For Father’s Day, today’s blog post is about my dad. Actually, I’m going to start with this photo of my dad, my grandfather, and my great grandfather…..all Schmidts.
Left to right: Richard Schmidt, Emanuel Schmidt, and Gottwerth Schmidt
My dad, Richard Heinrich Schmidt, was born on January 4, 1913 and baptized at St. Paul’s Lutheran Church in Wittenberg, Missouri. He would attend the Lutheran school that was operated by St. Paul’s. In a previous post, I wrote about Teacher Stohs – Dad’s Teacher.
This family photo must have been taken when Dad was still in Teacher Stohs’ class. Dad is the one to the left of my Aunt Hildegard, who has her hand in front of her face.
In 1928, when Dad was just 15 years old, he lost his father who died that year. Recently, I wrote another post which focused on my grandmother, Bertha Schmidt. It was titled, The Loebs-Schmidt Connection. Emanuel’s death left Bertha as a 50 year old widow. She would never remarry.

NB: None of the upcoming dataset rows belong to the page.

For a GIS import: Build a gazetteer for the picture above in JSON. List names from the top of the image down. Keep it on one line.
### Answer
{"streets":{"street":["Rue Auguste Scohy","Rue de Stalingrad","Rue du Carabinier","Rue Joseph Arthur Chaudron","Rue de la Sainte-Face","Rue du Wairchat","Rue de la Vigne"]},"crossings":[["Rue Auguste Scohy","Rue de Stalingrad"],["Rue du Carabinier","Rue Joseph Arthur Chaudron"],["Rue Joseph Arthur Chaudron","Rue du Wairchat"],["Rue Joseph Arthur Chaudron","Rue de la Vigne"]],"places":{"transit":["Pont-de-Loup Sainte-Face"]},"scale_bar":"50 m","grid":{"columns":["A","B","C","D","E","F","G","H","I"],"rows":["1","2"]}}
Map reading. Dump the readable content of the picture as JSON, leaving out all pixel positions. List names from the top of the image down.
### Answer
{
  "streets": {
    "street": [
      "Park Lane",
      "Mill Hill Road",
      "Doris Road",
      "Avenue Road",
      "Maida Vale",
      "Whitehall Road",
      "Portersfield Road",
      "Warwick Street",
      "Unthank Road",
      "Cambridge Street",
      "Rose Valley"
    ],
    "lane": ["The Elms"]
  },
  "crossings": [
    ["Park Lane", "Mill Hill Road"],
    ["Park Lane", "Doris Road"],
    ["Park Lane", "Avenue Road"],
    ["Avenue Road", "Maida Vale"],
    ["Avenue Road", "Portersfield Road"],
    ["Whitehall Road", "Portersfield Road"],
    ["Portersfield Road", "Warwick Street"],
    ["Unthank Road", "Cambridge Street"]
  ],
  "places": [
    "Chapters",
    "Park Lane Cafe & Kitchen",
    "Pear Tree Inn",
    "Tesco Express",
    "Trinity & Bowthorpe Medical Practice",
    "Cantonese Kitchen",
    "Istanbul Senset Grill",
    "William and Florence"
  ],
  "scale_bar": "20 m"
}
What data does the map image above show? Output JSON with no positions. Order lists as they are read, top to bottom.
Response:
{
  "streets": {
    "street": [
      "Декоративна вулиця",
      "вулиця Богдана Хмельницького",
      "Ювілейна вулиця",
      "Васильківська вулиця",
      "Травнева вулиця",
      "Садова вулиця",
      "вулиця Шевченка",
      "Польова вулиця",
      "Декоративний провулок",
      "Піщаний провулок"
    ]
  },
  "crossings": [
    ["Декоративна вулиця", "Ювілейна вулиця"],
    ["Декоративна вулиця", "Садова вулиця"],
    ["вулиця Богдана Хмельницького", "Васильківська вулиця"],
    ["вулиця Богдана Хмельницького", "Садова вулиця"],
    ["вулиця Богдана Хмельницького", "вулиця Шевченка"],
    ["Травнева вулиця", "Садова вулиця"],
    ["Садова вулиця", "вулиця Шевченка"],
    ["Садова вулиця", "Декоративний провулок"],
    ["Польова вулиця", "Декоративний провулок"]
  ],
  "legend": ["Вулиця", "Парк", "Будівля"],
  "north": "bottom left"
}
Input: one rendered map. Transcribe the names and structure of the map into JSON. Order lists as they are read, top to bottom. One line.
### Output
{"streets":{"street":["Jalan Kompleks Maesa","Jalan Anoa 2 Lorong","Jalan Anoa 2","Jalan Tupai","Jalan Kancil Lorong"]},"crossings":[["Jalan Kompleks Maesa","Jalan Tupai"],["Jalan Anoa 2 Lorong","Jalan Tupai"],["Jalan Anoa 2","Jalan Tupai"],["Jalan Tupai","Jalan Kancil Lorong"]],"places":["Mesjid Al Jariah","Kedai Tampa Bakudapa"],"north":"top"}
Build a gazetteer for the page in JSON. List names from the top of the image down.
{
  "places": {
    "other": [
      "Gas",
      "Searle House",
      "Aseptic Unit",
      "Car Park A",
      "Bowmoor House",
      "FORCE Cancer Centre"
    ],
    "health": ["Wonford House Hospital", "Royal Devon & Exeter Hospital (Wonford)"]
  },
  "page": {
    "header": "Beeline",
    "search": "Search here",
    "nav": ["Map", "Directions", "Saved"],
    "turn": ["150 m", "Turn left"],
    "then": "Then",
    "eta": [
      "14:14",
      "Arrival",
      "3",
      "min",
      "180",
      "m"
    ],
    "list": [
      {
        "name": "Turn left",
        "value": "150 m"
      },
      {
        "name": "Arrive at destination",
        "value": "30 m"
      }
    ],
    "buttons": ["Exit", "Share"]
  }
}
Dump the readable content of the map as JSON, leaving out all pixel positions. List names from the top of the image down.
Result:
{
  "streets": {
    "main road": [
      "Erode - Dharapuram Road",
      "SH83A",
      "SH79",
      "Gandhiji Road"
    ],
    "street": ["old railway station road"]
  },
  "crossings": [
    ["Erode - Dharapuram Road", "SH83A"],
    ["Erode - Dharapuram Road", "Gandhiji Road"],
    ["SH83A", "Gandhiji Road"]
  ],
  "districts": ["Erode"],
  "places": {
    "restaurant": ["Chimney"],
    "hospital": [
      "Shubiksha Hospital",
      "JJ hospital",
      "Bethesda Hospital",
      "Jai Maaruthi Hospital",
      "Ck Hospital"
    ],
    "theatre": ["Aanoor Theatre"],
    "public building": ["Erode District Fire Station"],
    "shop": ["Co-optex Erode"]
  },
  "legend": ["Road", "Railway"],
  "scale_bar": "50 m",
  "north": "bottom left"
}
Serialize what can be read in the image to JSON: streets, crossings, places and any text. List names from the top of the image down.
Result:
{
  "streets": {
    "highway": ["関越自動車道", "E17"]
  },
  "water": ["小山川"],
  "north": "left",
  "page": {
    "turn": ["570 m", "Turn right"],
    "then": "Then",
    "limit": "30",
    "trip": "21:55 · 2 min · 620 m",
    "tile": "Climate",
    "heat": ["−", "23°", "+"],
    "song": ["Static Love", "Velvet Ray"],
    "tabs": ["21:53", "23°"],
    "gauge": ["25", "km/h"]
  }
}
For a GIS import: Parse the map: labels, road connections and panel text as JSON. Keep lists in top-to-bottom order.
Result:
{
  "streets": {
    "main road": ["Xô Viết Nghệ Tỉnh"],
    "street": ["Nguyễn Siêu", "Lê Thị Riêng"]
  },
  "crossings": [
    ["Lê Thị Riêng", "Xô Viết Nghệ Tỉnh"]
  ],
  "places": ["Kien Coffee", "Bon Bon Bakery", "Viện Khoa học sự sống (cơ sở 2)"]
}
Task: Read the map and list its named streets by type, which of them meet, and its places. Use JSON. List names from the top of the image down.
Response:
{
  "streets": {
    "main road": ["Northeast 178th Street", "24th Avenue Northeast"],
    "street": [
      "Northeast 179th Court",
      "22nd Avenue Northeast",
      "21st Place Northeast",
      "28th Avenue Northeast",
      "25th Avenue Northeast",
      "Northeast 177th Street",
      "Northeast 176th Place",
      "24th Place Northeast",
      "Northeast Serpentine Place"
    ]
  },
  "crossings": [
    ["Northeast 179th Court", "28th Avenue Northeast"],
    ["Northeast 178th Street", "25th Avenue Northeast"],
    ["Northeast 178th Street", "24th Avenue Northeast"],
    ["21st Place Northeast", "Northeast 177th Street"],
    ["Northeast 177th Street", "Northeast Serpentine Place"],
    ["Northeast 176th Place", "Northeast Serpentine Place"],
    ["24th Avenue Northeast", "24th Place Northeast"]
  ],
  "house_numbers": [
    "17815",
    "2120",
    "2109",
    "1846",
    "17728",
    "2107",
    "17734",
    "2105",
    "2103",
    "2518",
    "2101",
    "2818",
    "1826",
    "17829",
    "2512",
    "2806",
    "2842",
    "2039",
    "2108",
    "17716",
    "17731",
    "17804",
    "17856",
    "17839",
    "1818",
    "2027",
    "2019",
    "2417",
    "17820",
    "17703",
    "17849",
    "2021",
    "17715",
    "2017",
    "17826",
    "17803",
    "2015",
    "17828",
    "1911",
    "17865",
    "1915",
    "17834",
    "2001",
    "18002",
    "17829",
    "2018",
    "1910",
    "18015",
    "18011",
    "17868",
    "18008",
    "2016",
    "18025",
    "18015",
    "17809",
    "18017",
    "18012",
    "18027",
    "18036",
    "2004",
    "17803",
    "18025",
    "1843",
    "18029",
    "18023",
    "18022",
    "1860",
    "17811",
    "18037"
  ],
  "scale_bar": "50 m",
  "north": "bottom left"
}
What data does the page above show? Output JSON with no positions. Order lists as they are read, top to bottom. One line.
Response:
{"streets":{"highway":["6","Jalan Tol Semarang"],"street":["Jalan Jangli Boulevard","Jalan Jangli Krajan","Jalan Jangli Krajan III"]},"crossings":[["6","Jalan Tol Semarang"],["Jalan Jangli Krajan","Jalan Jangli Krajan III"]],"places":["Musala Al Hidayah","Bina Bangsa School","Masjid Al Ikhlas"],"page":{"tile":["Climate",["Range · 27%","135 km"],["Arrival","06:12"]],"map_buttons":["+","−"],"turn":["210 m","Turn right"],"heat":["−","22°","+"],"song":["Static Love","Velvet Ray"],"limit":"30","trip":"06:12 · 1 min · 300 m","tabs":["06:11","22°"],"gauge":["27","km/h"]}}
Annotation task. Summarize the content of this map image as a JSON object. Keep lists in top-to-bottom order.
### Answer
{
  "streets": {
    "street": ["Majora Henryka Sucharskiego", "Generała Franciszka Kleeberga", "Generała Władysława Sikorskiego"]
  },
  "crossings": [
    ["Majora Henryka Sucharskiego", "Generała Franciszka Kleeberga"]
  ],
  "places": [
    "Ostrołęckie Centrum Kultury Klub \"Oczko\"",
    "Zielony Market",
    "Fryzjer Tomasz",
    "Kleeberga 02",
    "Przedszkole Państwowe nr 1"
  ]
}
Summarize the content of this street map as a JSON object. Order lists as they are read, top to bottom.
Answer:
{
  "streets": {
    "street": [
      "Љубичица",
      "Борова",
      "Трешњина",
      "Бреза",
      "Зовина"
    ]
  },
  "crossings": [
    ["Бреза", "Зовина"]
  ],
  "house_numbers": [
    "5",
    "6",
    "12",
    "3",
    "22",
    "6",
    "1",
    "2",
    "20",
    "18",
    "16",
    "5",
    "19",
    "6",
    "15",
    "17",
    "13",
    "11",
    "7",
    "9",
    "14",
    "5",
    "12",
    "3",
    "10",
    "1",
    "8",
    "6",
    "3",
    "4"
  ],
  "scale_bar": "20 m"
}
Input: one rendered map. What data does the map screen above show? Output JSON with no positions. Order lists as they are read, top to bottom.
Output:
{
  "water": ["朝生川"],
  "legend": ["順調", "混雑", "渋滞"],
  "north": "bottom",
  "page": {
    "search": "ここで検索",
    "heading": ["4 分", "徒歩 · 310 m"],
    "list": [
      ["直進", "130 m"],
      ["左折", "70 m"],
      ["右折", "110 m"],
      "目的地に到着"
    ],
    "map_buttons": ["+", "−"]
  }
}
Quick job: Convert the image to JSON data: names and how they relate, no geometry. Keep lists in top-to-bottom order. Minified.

Dad is not listed in the 1930 census with his mother and siblings when he would have been 17 years old. I have not been able to determine where he was during that census. However, recently, I discovered that an article printed in a Perry County Republican article from 1931 that said that he came home from West Point, Nebraska along with his brother, Arnold, to visit his mother. That means that my father was one of many young men from Perry County who traveled to that part of Nebraska to find work during that time period. My dad never told me about that experience, but it does explain a trip my family took to visit some people in West Point, Nebraska when I was a youngster.
In the 1940 census we find him working as a hired hand on the Emil Bollefer farm in Jefferson County, Missouri.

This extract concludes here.